> Requirement
Going line by line through the data below, report how many lines include the word "Output", with nothing added.

> Source information
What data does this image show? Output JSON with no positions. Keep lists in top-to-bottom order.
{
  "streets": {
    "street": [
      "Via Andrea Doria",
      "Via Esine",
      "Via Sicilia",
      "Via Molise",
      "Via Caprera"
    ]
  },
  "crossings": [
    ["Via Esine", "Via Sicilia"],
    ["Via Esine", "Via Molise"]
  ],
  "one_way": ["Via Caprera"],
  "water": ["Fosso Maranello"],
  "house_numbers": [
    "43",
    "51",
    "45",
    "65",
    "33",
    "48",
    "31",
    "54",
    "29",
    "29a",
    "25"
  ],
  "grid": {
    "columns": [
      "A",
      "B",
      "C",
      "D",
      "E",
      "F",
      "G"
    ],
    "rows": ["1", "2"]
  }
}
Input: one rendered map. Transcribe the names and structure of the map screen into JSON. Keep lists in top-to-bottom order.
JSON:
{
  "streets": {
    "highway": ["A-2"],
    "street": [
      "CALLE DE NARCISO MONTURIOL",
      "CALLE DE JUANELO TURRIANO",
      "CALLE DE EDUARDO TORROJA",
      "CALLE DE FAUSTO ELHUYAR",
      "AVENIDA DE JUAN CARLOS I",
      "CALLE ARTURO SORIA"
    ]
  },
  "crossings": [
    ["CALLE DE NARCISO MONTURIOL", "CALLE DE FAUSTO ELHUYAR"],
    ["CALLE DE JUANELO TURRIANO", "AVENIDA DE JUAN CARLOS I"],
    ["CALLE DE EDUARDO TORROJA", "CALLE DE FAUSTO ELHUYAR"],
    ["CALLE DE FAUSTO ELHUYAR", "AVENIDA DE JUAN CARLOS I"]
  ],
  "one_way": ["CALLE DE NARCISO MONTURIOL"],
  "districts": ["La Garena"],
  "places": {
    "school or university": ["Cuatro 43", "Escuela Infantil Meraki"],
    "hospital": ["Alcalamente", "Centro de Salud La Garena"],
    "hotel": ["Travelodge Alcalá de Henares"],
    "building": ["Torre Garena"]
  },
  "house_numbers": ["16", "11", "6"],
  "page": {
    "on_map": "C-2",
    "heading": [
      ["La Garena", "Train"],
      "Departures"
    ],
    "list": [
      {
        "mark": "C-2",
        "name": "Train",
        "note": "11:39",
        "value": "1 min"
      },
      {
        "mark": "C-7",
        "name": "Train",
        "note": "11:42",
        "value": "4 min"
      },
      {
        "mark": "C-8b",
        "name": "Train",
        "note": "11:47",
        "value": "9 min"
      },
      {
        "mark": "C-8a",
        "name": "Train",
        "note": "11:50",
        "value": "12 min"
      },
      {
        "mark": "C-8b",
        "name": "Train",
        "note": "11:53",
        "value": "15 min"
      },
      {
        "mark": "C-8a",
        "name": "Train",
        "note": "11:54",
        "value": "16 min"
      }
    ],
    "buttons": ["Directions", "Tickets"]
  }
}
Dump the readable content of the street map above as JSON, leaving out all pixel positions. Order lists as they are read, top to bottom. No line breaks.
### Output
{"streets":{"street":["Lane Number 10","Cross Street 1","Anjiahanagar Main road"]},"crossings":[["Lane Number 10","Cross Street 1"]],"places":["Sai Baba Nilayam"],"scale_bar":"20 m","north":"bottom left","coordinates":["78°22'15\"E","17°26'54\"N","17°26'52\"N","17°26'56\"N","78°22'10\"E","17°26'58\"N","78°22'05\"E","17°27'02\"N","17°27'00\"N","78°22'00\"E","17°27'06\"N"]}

> Solution
2